Sunday, August 05, 2007

Gurkha Welfare Trust and Claymore '07

Saturday was spent raising money for the Gurkhas at Claymore '07. We did the same last year ( unsurprisingly Claymore '06). This is a wargames convention held in Edinburgh.
It's actually great fun - the people are usually quite large, but unfailingly cheerful and generous.The GWT gets a share of the entrance money and we raise more by selling stuff and collecting cash from the exhibitors and public.
Two things came across really really strongly.
Firstly, most of the men had purses in which they kept their change. Perhaps it's only me that finds this somewhat obsessive as I keep mine in my pocket.
The second was the utter disgust expressed in varying degrees of vehemence about this government's treatment of the Armed Forces and the Gurkhas in particular. Amongst this coterie, Flash and his minions would have been lynched had they shown their faces.
Granted most wargamers are probably ex-forces themselves, but even so, even those who had wandered in from simple curiosity were utterly vituperative about the most recent case of the VC who wanted to come to the UK, and was initially refused because he "didn't have sufficient ties to the UK". It's OK to die for us but not to live here.
I'm reading a book called "Tulipmania" by Anne Goldgar. As the title suggests, it's about Holland in the 17th Century. But the truth of what we think we know about Tulipmania ( country ruined, economy taking years to recover) is not accurate, and the whole thrust of her arguement is to do with government responsibility.
As she says " One of the functions of those in authority is to help to create or enforce a system of values. Communities find themselves at a loss when values are thrown in doubt"
I can't help but feel this is where we are in the UK now. Does anyone really know what the values Flash and his lot espouse? I've no idea, and I don't suppose anyone else does. This very lack of principle is what is undermining what remains of our society.
I have always said we children of the '60s have ruined it for everyone else.We took on authority and respect, and largely overcame it.
What has now happened is that NuLabour ( or Brown Labour as it was referred to in one of the papers today - surely a case for the Race Relations Board) has no repect for the country, its people,institutions or professions. This can only result in decline and degeneration.
Whatever else you may think of the Conservatives, at least they have respect for institutions.

6 comments:

Whispering Walls said...

Hi KL - I thought Scots kept their change in their sporrans? Do you really think it's the Govt's job to create values? Isn't its job to enforce and improve the laws allowing as much room for individual expression and opportunity as possible? I would have thought that GB, as a minister's son, would have strong personal values (not that support him).

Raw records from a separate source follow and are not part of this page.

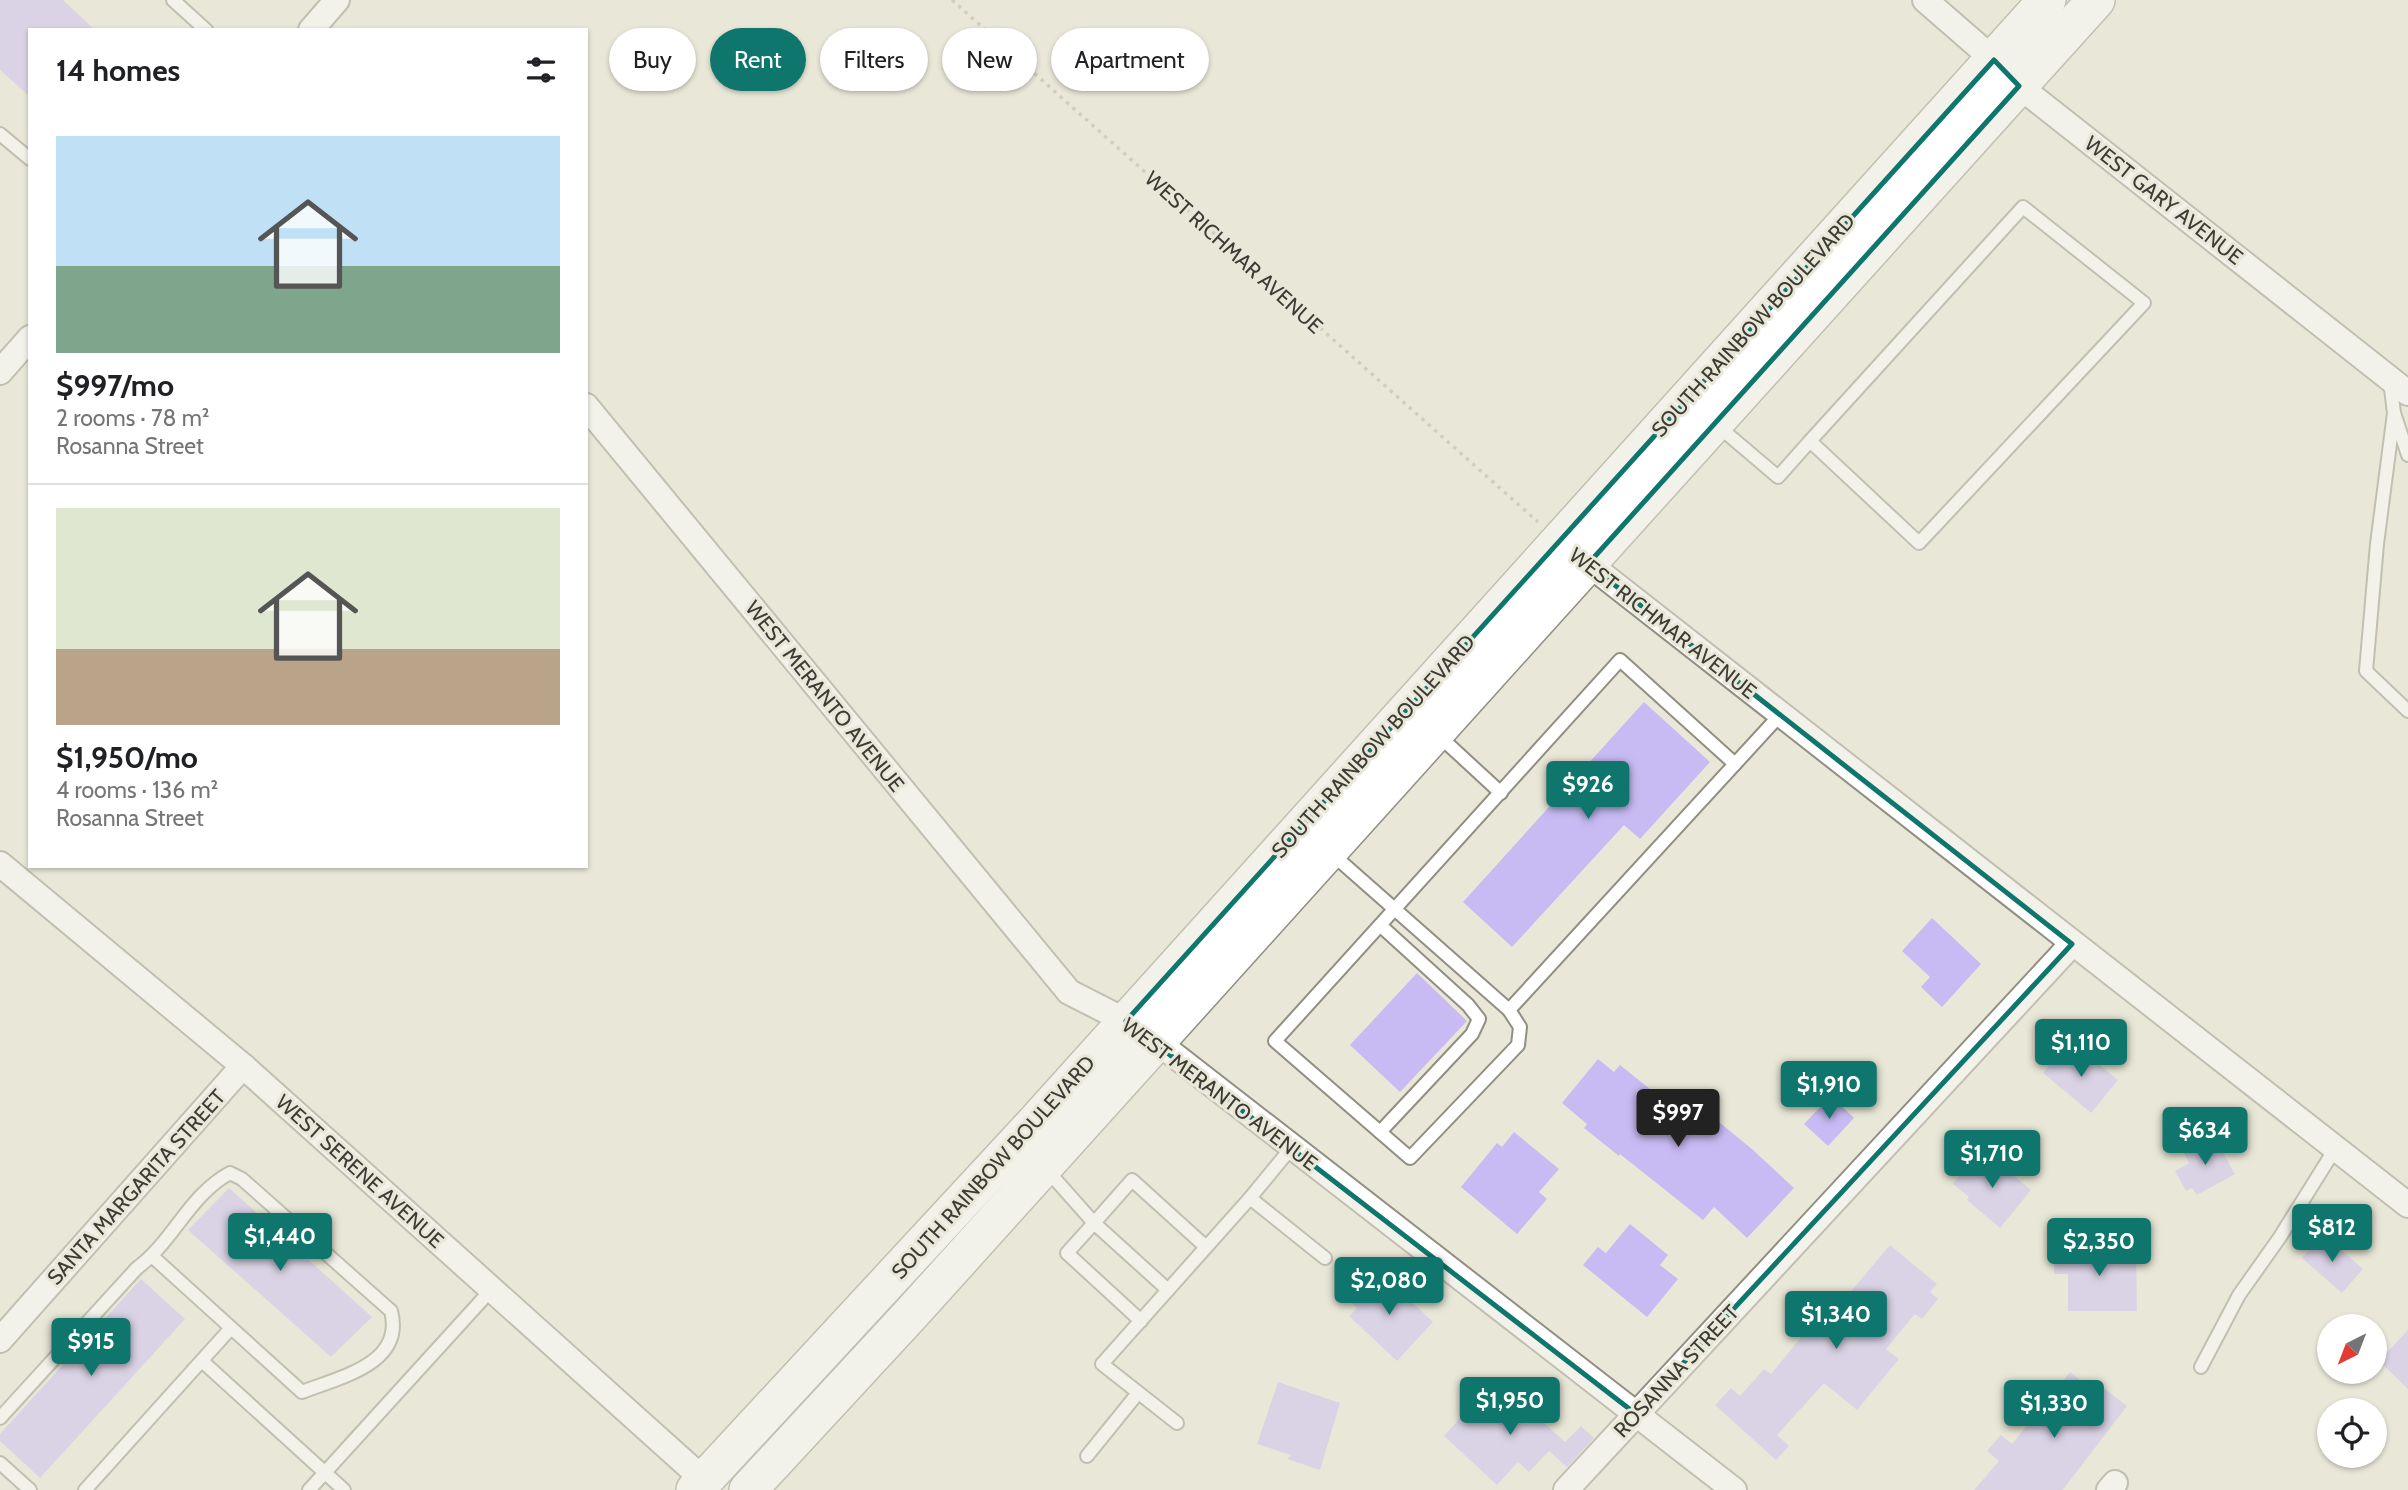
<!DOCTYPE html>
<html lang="en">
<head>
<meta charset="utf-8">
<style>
  :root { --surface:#fff; --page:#f2f2f2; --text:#202124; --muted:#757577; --line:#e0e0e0; --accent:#0f766e }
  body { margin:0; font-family:Cabin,sans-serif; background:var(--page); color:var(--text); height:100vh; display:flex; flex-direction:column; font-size:26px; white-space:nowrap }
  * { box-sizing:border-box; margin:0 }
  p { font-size:23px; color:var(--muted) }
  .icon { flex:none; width:38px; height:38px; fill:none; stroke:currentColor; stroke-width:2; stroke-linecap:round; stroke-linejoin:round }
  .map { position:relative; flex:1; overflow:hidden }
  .sheet { position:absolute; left:28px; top:28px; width:560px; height:840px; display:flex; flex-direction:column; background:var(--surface); border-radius:0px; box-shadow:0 2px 5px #0004 }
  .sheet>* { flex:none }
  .guide { position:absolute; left:609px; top:28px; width:665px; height:63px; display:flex; gap:14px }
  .needle { width:46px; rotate:222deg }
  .controls { position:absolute; left:2317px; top:1314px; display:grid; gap:14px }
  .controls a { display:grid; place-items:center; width:70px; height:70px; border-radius:50%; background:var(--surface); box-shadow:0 2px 5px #0004; font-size:35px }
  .price { position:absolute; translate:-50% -60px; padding:0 16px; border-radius:7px; background:var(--accent); color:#fff; font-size:23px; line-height:46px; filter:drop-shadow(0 2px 4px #0008) }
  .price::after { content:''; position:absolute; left:50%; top:42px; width:21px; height:16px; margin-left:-10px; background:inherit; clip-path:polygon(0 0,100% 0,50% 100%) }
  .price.active { background:#222; color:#fff }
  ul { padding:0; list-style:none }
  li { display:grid; align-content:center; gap:14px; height:371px; padding:0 28px }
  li+li { border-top:2px solid var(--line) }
  li span { display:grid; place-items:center; height:217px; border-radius:0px; color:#555 }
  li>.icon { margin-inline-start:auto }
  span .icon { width:126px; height:126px; fill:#fffc; stroke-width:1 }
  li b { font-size:30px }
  h2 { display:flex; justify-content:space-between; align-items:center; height:84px; padding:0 28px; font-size:30px }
  .pill { padding:0 24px; border-radius:32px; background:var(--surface); box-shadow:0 2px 5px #0004; font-size:24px; line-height:63px }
  .pill.active { background:var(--accent); color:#fff }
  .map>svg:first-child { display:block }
</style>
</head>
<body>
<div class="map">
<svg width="2408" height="1490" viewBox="0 0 2408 1490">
  <rect width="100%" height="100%" fill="#e9e8d8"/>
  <!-- building -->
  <g fill="#c8bbf3">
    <path d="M0,0h63l32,30h-65v67l-30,-27z"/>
    <path d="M1644,702l66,60 -70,77 -16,-14 -112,122 -49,-45z"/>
    <path d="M1932,918l49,46 -39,43 -21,-20 9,-10 -28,-26z"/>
    <path d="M1417,973l50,48 -67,71 -50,-47z"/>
    <path d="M2065,1046l18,16 6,-6 29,24 -27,33 -48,-40z"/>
    <path d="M1598,1059l16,13 6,-7 66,53 11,-14 56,46 41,38 -47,50 -33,-31 -11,13 -83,-66 -1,2 -35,-28 3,-4 -25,-21z"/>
    <path d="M1831,1096l23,22 -26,28 -24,-22z"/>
    <path d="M1514,1132l45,37 -20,23 8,7 -30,35 -56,-47 36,-44 5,4z"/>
    <path d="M2214,1136l21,38 -38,21 -5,-7 -6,3 -11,-20 14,-8 -5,-10z"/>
    <path d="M1977,1154l15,12 4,-5 35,29 -31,38 -33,-28 2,-3 -16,-13z"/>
    <path d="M229,1188l143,129 -41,40 -143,-127z"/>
    <path d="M1630,1224l38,31 -8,10 18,14 -31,38 -64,-52 15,-18 8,6z"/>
    <path d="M2323,1234l40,35 -21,24 -40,-35z"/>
    <path d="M1890,1245l47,39 -7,8 8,7 -16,20 -7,-5 -29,35 13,10 -42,51 -33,-27 -47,52 12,11 -13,14 -61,-55 16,-17 9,8 24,-27 7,5 59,-72 7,6z"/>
    <path d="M2136,1247l1,64h-69v-37h-14v-26z"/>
    <path d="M1385,1277l48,45 -36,39 -48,-45 8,-8 -7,-7 19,-21 8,7z"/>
    <path d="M141,1279l44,40 -145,159 -40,-37v-7z"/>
    <path d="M2408,1330v59l-29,-28z"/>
    <path d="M2070,1372l26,21 5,-7 26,20 -62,81 -3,3h-88l25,-29 -12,-10 14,-16 11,9z"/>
    <path d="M1278,1382l62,21 -20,67 -33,-11 4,-4 -34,-11z"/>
    <path d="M1500,1383l65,59 16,-16 13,12 -27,29 -18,-16 -20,21 -11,-10 -21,23 -53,-49 30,-33 5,4z"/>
  </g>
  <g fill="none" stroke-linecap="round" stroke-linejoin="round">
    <defs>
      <g id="service">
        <path d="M173,0l33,30"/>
        <path d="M0,134l30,25"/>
        <path d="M2390,381l4,32 14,42"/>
        <path d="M2394,413l-17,131 -11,127 42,40"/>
        <path d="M1718,426l60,51 32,-36 109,102 225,-240 -121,-96 -213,234"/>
        <path d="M1437,734l64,59"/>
        <path d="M1331,853l178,157 271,-295"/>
        <path d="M1509,1010l11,17 -2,18 -108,113 -135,-117 345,-381 115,104"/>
        <path d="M1380,1132l92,-98 7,-15 -11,-14 -87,-79"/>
        <path d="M1292,1147l-42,51 75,60"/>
        <path d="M1047,1170l47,53 38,-43 74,67"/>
        <path d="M1141,1321l-74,-68 27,-30 74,67"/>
        <path d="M202,1361l142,129"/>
        <path d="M2201,1367l38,-72 41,-58 55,-88"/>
        <path d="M0,1418l137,-150c36,-26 52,-73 93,-95l12,6 149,132c14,53 -51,66 -89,81l-149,-135"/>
        <path d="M1177,1423l-75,-59 148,-166"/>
        <path d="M1087,1456l51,-63"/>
        <path d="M0,1463l30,27"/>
        <path d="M85,1490l146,-162"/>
        <path d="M309,1490l182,-200"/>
      </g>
      <g id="minor">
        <path d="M1925,0l69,60 25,26 389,307"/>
        <path d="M311,30l26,-30"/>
        <path d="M0,372l30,-34"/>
        <path d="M586,406l483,586 57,29 30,20 578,449"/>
        <path d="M1576,554l832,651"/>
        <path d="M0,864l243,202 461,414 4,10"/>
        <path d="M0,1340l243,-274"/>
        <path d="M1566,1490l506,-546"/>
        <path d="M2109,1490l6,-7"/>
      </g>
      <g id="primary">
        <path d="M695,1490l338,-365 1014,-1125"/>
        <path d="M748,1490l162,-175 1186,-1315"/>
      </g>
    </defs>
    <!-- service casing -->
    <use href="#service" stroke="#908f80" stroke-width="16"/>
    <!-- minor casing -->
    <use href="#minor" stroke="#908f80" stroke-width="28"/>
    <!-- primary casing -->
    <use href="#primary" stroke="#908f80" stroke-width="40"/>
    <!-- path -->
    <path stroke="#b1b0a4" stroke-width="3.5" stroke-dasharray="3.5 5" stroke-linecap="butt" d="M952,0l586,522"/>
    <!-- service -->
    <use href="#service" stroke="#fff" stroke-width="12"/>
    <!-- minor -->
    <use href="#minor" stroke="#fff" stroke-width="24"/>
    <!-- primary -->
    <use href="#primary" stroke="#fff" stroke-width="37"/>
  </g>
  <!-- marked area -->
  <path d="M0 0H2408V1490H0ZM1994,60l25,26 -431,478 484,380 -436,470 -510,-393z" fill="#e9e8d8" fill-opacity=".55" fill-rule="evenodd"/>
  <path fill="none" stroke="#0f766e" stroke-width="5" stroke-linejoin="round" d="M1994,60l25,26 -431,478 484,380 -436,470 -510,-393z"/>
  <g text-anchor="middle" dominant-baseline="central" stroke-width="6" stroke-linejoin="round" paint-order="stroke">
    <!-- street labels -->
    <g font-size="21" fill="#3c3b35" stroke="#e9e8d8">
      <text transform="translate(2164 200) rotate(38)">WEST GARY AVENUE</text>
      <text transform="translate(1234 252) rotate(42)">WEST RICHMAR AVENUE</text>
      <text transform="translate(1753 325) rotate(-48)">SOUTH RAINBOW BOULEVARD</text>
      <text transform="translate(1663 623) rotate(38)">WEST RICHMAR AVENUE</text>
      <text transform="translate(825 696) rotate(51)">WEST MERANTO AVENUE</text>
      <text transform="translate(1373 746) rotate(-48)">SOUTH RAINBOW BOULEVARD</text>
      <text transform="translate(1220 1094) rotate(37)">WEST MERANTO AVENUE</text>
      <text transform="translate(993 1167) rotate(-48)">SOUTH RAINBOW BOULEVARD</text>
      <text transform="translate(360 1171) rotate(42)">WEST SERENE AVENUE</text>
      <text transform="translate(136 1187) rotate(-48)">SANTA MARGARITA STREET</text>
      <text transform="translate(1676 1371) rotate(-47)">ROSANNA STREET</text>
    </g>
  </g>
</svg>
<div class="controls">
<a><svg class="needle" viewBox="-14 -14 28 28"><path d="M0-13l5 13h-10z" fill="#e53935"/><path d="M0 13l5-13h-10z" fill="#757577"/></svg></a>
<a><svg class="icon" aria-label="locate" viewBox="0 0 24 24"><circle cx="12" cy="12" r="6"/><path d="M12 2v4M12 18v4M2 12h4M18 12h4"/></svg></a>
</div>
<b class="price" style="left:1588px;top:821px">$926</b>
<b class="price" style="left:2081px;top:1079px">$1,110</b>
<b class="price" style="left:1829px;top:1121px">$1,910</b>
<b class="price active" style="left:1678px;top:1149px">$997</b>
<b class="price" style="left:2205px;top:1167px">$634</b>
<b class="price" style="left:1992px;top:1190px">$1,710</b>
<b class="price" style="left:2332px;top:1264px">$812</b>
<b class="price" style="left:280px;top:1273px">$1,440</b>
<b class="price" style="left:2099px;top:1278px">$2,350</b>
<b class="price" style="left:1389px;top:1317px">$2,080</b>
<b class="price" style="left:1836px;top:1351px">$1,340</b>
<b class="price" style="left:91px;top:1378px">$915</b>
<b class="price" style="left:1510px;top:1437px">$1,950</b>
<b class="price" style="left:2054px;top:1440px">$1,330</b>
<div class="guide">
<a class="pill">Buy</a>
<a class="pill active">Rent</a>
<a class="pill">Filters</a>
<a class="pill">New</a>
<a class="pill">Apartment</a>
</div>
<section class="sheet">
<h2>14 homes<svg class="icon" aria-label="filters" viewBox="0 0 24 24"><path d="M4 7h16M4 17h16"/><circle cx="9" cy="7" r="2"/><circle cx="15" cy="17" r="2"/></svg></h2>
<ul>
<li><span style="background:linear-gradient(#bfe0f5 60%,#7fa58c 0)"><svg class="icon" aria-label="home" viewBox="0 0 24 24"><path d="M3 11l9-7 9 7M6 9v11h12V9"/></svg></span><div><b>$997/mo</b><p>2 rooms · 78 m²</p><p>Rosanna Street</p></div></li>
<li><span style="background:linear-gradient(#dfe7d0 65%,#b9a48a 0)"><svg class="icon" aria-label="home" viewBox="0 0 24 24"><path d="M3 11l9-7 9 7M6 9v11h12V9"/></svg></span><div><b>$1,950/mo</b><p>4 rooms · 136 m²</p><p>Rosanna Street</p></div></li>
</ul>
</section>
</div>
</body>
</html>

Where he went wrong was his mishandling of the economy in allowing too much debt and too much reliance on house prices as the be-all and end-all. Labour/GB was also wrong in allowing far too much immigration which has put so much strain on the country's infrastructure. The other major crime was dumbing down education in their efforts to eradicate intellectual excellence which they tarnish with the label of "elitism". We are waiting for coherent policies from DC. Perhaps he does support "institutions", who knows, but in my view George Osborne should be far more critical and incisive.

kinglear said...

WW - yes they do, but really only at weddings!
I think the point about values is a touch broader - the laws themselves create a " value set" (don't steal, litter,etc etc) which the government is there to uphold. Where things change with time and technology, it's the government's job to legislate as necessary - which creates a new "value set" which they then defend again. What this government has done is NOT defend values and protect people, they have deliberately made bad and largely unenforceable laws in pursuit of a sound bite, and to give a perception that they are "doing something". On average, a Parliamentary Bill used to take 18 months to be promulgated. Now it takes less than 6 weeks. Think of all the unintended consequences. We need a long period of no new laws and major redrafting of existing ones. By the way, there are usually about 25-40 bills in a parliamentary session. On average, TB and his lot have issued over 800 orders in council. So much for Democracy.

kinglear said...

Oh, and education? Utter disater. We will very shortly find we have no place in the world when all the better educated East Europeans, Indians, Chinese, Japanese et etc take all our jobs. Our Universities are already dropping down the world scale under the appalling requirement to take unsuitable undergraduates.

kinglear said...

And George Osborne? Wait until Darling actually does or says something. He hasn't yet, and probably won't as GB will be yanking his chain.

Whispering Walls said...

What you say about legislation is worrying but to review all those laws would be rather tedious, wouldn't it? Couldn't DC simply say that the Cs will automatically repeal all legislation which was forced through without due consideration. Could be part of the manifesto?
As for GO - he should be screaming, not waiting for Darling. Did you see that Sir Tom Cowie's withdrawn his support today?

kinglear said...

Tom Cowie always was a hang'em flog'em etc. Platform 10 has a good piece about NOT doing what big donors want. If he really cared about the Tory party he would have quitely told DC what he thought and melted away. Behaviour nowadays is all prima donna, and, unfortunately, all ego.